Patients with moderate and even mild COVID-19 have also been found to be at a higher risk of blood clots compared to the general population[6,9,10]. One study that analyzed English and Welsh medical records also found that this risk remained increased for nearly a year following infection with SARS-CoV-2. Overall, the scientific evidence indicates that not getting vaccinated leaves individuals at a higher risk of blood clots from COVID-19.
In summary, it’s incorrect to claim that increased reports of death in VAERS is due to the COVID-19 vaccines. The increase in deaths reported to VAERS after the rollout of the COVID-19 vaccines was due to the heightened reporting requirements for these vaccines. Published studies didn’t find that vaccinated people are more likely to die compared to unvaccinated people. It is COVID-19 itself that poses a greater risk of causing blood clots, not COVID-19 vaccination.
- 1 – Blumenthal et al. (2021) Acute Allergic Reactions to mRNA COVID-19 Vaccines. JAMA.
- 2 – Barda et al. (2021) Safety of the BNT162b2 mRNA Covid-19 Vaccine in a Nationwide Setting. New England Journal of Medicine.
- 3 – Diaz et al. (2021) Myocarditis and Pericarditis After Vaccination for COVID-19. JAMA.
- 4 – Xu et al. (2021) COVID-19 Vaccination and Non–COVID-19 Mortality Risk — Seven Integrated Health Care Organizations, United States, December 14, 2020–July 31, 2021. Morbidity and Mortality Weekly Report.
- 5 – Tu et al. (2023) SARS-CoV-2 Infection, Hospitalization, and Death in Vaccinated and Infected Individuals by Age Groups in Indiana, 2021‒2022. American Journal of Public Health.

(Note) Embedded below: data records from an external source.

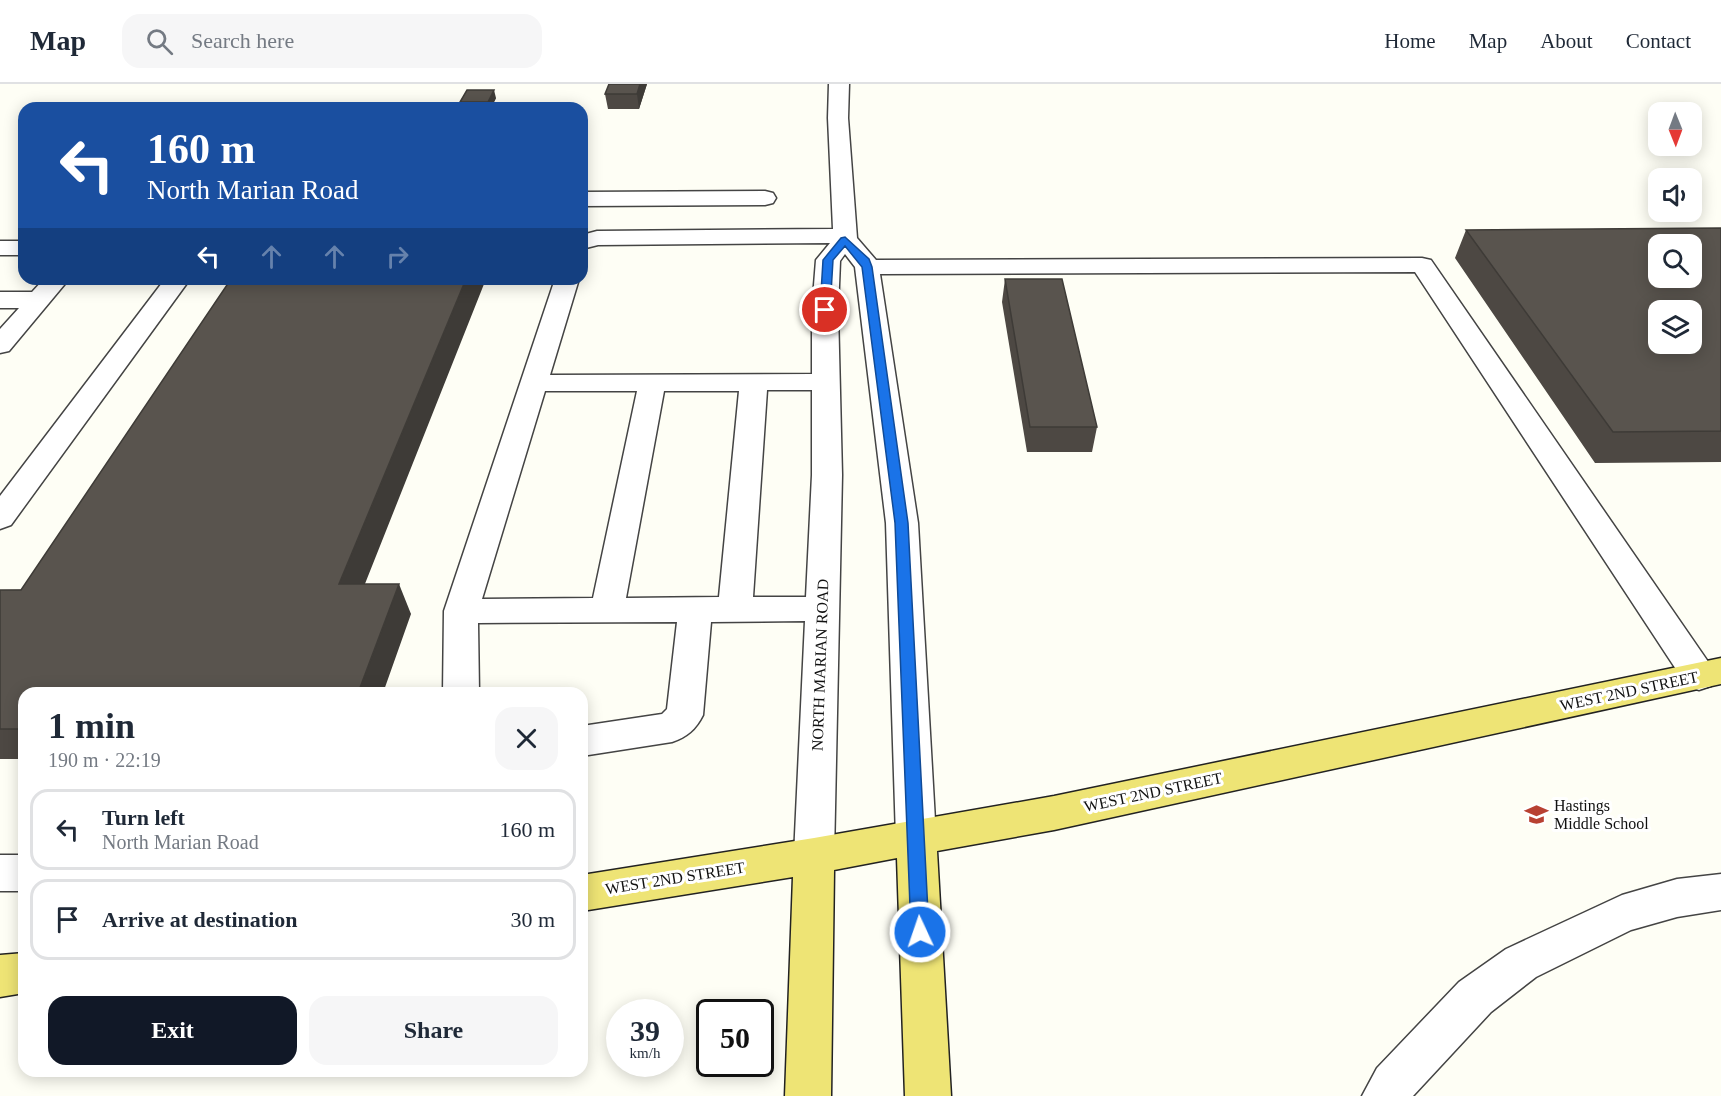 <!DOCTYPE html>
<meta charset="utf-8">
<style>
body{margin:0;font-family:"Times New Roman",serif;background:#f6f6f7;color:#1f2937;height:100vh;display:flex;flex-direction:column;font-size:22px;white-space:nowrap}
*{box-sizing:border-box;margin:0}
p{font-size:20px;color:#747a83}
.icon{flex:none;width:33px;height:33px;fill:none;stroke:currentColor;stroke-width:2;stroke-linecap:round;stroke-linejoin:round}
.map{position:relative;flex:1;overflow:hidden}
.panel{position:absolute;left:18px;top:603px;width:570px;height:390px;display:flex;flex-direction:column;background:#fff;border-radius:18px;box-shadow:0 3px 15px #0003}
.panel>*{flex:none}
.banner{position:absolute;left:18px;top:18px;width:570px;height:183px;border-radius:18px;box-shadow:0 3px 15px #0003;background:#1a4fa0;color:#fff;overflow:hidden}
.needle{width:39px;rotate:179deg}
.controls{position:absolute;left:1648px;top:18px;display:grid;gap:12px}
.controls a{display:grid;place-items:center;width:54px;height:54px;border-radius:12px;background:#fff;box-shadow:0 3px 15px #0003;font-size:30px}
.speed{position:absolute;left:606px;top:915px;display:flex;gap:12px;font-size:30px;font-weight:700;text-align:center}
.speed>*{display:grid;place-content:center;width:78px;height:78px;border-radius:50%;background:#fff;box-shadow:0 3px 15px #0003;line-height:1}
.speed small{font-size:15px;font-weight:400}
.speed .limit{border:3px solid #111;border-radius:9px;background:#fff;color:#111}
.pin{position:absolute;display:grid;place-items:center;width:51px;height:51px;color:#fff;margin:-26px;border:3px solid #fff;border-radius:50%;box-shadow:0 2px 6px #0007}
.me{position:absolute;width:66px;margin:-33px;rotate:357deg;stroke-linejoin:round;filter:drop-shadow(0 0 4px #0008)}
.turn{display:flex;align-items:center;gap:21px;height:126px;padding:0 30px;font-size:27px}
.turn .icon{width:78px;height:78px;stroke-width:2.5}
.turn b{display:block;font-size:42px;line-height:51px}
.lanes{display:flex;align-items:center;height:57px;padding:0 30px;background:#0003;justify-content:center;gap:30px;direction:ltr}
.lanes .off{opacity:.35}
.round{display:grid;place-items:center;flex:none;width:63px;height:63px;border-radius:18px;background:#f6f6f7}
.head{display:flex;align-items:center;justify-content:space-between;height:102px;padding:0 30px}
h1{font-size:36px;font-weight:600;line-height:45px}
.primary-button{display:flex;gap:12px;margin-top:auto;padding:12px 30px}
.primary-button a{flex:1;height:69px;border-radius:18px;background:#111827;color:#fff;font-size:24px;font-weight:600;line-height:69px;text-align:center}
.primary-button a+a{background:#f6f6f7;color:#1f2937}
ul{padding:0;list-style:none}
li{display:flex;align-items:center;gap:18px;height:81px;margin:0 12px 9px;padding:0 18px;border:3px solid #e0e1e3;border-radius:18px}
li div{flex:1}
li b{display:block;font-size:22px}
li em{font-style:normal}
header{display:flex;align-items:center;gap:36px;box-sizing:border-box;height:84px;padding:0 30px;background:#fff;border-bottom:2px solid #e0e1e3}
header strong{font-size:28px}
nav{display:flex;gap:33px;margin-inline-start:auto;font-size:21px}
.search{width:420px;height:54px;background:#f6f6f7;display:flex;align-items:center;gap:15px;box-sizing:border-box;padding:0 21px;border-radius:18px;color:#747a83;font-size:22px}
.map>svg:first-child{display:block}
</style>
<header>
<strong>Map</strong>
<div class="search"><svg class="icon" aria-label="search" viewBox="0 0 24 24"><circle cx="10" cy="10" r="6"/><path d="M15 15l6 6"/></svg>Search here</div>
<nav><a>Home</a><a>Map</a><a>About</a><a>Contact</a></nav>
</header>
<div class="map">
<svg width="1721" height="1012" viewBox="0 0 1721 1012">
<rect width="100%" height="100%" fill="#fefef5"/>
<g fill="none" stroke-linecap="round" stroke-linejoin="round">
<defs>
<path id="minor" d="M829 0H849L848 34 857 154 876 176 1422 174 1431 176 1711 582 1717 592 1711 602 1699 606 1687 602 1415 188 880 190 918 439 936 754 930 766 916 771 902 766 896 754 886 439 855 183 845 170 840 177 838 226 842 391 834 772 828 784 814 790 800 784 794 772 805 537 711 538 703 631C696 645 687 653 672 658L582 672V642L662 630 667 625 677 538 478 539 479 609H443L444 527 555 195H579L550 291 812 290V226L816 176 830 159 598 161 582 165V151L597 147 833 145 828 34ZM767 306H812V391L806 513H753ZM545 307H637L593 514 482 515ZM664 307H739L719 513 626 514Z
M765 107 773 109 776 114 773 119 765 121 582 122V108Z
M0 157H24V171H0Z
M44 195H69L9 267 0 269V245L19 224H0V208H32Z
M165 195H190L11 441 0 445V412Z
M0 771H24V807H0Z
M1721 790V826L1677 833 1631 846 1536 893 1491 928 1413 1012H1362L1377 984 1459 898 1506 865 1622 811 1677 795Z"/>
<path id="major" d="M1721 574V600L1054 746 937 767 951 1012H905L897 774 834 786 831 1012H785L793 793 582 827V791L814 754 1054 712Z
M24 869V909L0 913V871Z"/>
</defs>
<use href="#minor" stroke="#444" stroke-width="3"/>
<use href="#major" stroke="#222" stroke-width="3"/>
<use href="#minor" fill="#fff" fill-rule="evenodd"/>
<use href="#major" fill="#eee475" fill-rule="evenodd"/>
</g>
<path fill="#4d4843" d="M647 0 639 25H608L605 10Z
M496 14 491 24H462L460 18Z
M1721 144V378L1595 379 1455 174 1466 146Z
M1005 195 1097 343 1092 368H1027L1002 218Z
M365 500 411 530 24 609V675H0V506Z"/>
<path fill="#3e3b37" d="M640 0H647L639 25 637 10Z
M494 6 496 14 491 24H490L488 18Z
M466 195H486L353 530 339 500Z
M399 500 411 530 383 609H358Z"/>
<path fill="#59544e" stroke="#3e3b37" stroke-width="1.5" fill-rule="evenodd" d="M609 0H640L637 10H605Z
M467 6H494L488 18H460Z
M1721 144V347L1613 348 1466 146ZM1659 160H1692V194H1659ZM1659 226H1692V260H1659Z
M231 195H466L339 500H399L358 609H24V645H0V506H21Z
M1005 195H1062L1097 343H1030Z"/>
<path fill="#1a73e8" stroke="#114b97" stroke-width="1.5" d="M845 153 869 175 872 183 908 439 929 848 926 853 920 856 914 853 911 848 895 439 862 183 845 162 833 176 830 226 825 230 820 226 823 176 841 154Z"/>
<defs>
<symbol id="school-bare" viewBox="-9 -9 18 18"><path d="M0-5L7-2L0 1L-7-2ZM-4 1L0 2.5L4 1V4Q0 6-4 4Z" fill="#b84132" stroke="#fff" stroke-width="2.5" paint-order="stroke"/></symbol>
</defs>
<g fill-rule="evenodd">
<use href="#school-bare" x="1520" y="714" width="33" height="33"/>
</g>
<g text-anchor="middle" dominant-baseline="central" stroke-width="6" stroke-linejoin="round" paint-order="stroke">
<g font-size="16" fill="#111" stroke="#fff">
<text transform="translate(820 581) rotate(-88)">NORTH MARIAN ROAD</text>
<text transform="translate(1629 607) rotate(-12)">WEST 2ND STREET</text>
<text transform="translate(1153 708) rotate(-12)">WEST 2ND STREET</text>
<text transform="translate(675 794) rotate(-9)">WEST 2ND STREET</text>
</g>
<g font-size="16" fill="#111" stroke="#fff" text-anchor="start">
<text x="1554" y="721">Hastings<tspan x="1554" dy="18">Middle School</tspan></text>
</g>
</g>
</svg>
<div class="controls">
<a><svg class="needle" viewBox="-14 -14 28 28"><path d="M0-13l5 13h-10z" fill="#e53935"/><path d="M0 13l5-13h-10z" fill="#747a83"/></svg></a>
<a><svg class="icon" aria-label="sound" viewBox="0 0 24 24"><path d="M4 9h4l5-4v14l-5-4H4zM17 9q2 3 0 6"/></svg></a>
<a><svg class="icon" aria-label="search" viewBox="0 0 24 24"><circle cx="10" cy="10" r="6"/><path d="M15 15l6 6"/></svg></a>
<a><svg class="icon" aria-label="layers" viewBox="0 0 24 24"><path d="M12 4l9 5-9 5-9-5zM3 14l9 5 9-5"/></svg></a>
</div>
<div class="speed"><div>39<small>km/h</small></div><div class="limit">50</div></div>
<div class="pin" style="left:825px;top:226px;background:#d93025"><svg class="icon" aria-label="arrive" viewBox="0 0 24 24"><path d="M6 21V4h12l-3 4 3 4H6"/></svg></div>
<svg class="me" style="left:920px;top:848px" viewBox="-20 -20 40 40"><circle r="17" fill="#1a73e8" stroke="#fff" stroke-width="3"/><path d="M0-11L8 9 0 5-8 9z" fill="#fff"/></svg>
<div class="banner">
<div class="turn"><svg class="icon" aria-label="left" viewBox="0 0 24 24"><path d="M17 20v-9H6M10 6l-5 5 5 5"/></svg><div><b>160 m</b>North Marian Road</div></div>
<div class="lanes"><svg class="icon" aria-label="left" viewBox="0 0 24 24"><path d="M17 20v-9H6M10 6l-5 5 5 5"/></svg><svg class="icon off" aria-label="ahead" viewBox="0 0 24 24"><path d="M12 20V5M6 11l6-6 6 6"/></svg><svg class="icon off" aria-label="ahead" viewBox="0 0 24 24"><path d="M12 20V5M6 11l6-6 6 6"/></svg><svg class="icon off" aria-label="right" viewBox="0 0 24 24"><path d="M7 20v-9h11M14 6l5 5-5 5"/></svg></div>
</div>
<section class="panel">
<div class="head"><div><h1>1 min</h1><p>190 m · 22:19</p></div><a class="round"><svg class="icon" aria-label="close" viewBox="0 0 24 24"><path d="M6 6l12 12M18 6L6 18"/></svg></a></div>
<ul>
<li><svg class="icon" aria-label="left" viewBox="0 0 24 24"><path d="M17 20v-9H6M10 6l-5 5 5 5"/></svg><div><b>Turn left</b><p>North Marian Road</p></div><em>160 m</em></li>
<li><svg class="icon" aria-label="arrive" viewBox="0 0 24 24"><path d="M6 21V4h12l-3 4 3 4H6"/></svg><div><b>Arrive at destination</b></div><em>30 m</em></li>
</ul>
<div class="primary-button"><a>Exit</a><a>Share</a></div>
</section>
</div>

- 6 – Hippisley-Cox et al. (2021) Risk of thrombocytopenia and thromboembolism after covid-19 vaccination and SARS-CoV-2 positive testing: self-controlled case series study. BMJ.
- 7 – Taquet et al. (2021) Cerebral venous thrombosis and portal vein thrombosis: A retrospective cohort study of 537,913 COVID-19 cases. eClinicalMedicine.
- 8 – Wichmann et al. (2020) Autopsy Findings and Venous Thromboembolism in Patients With COVID-19: A Prospective Cohort Study. Annals of Internal Medicine.
- 9 – Douillet et al. (2021) Risk of symptomatic venous thromboembolism in mild and moderate COVID-19: A comparison of two prospective European cohorts. Thrombosis Research.
- 10 – Raisi-Estabragh et al. (2022) Cardiovascular disease and mortality sequelae of COVID-19 in the UK Biobank. Heart.
- 11 – Knight et al. (2022) Association of COVID-19 With Major Arterial and Venous Thrombotic Diseases: A Population-Wide Cohort Study of 48 Million Adults in England and Wales. Circulation.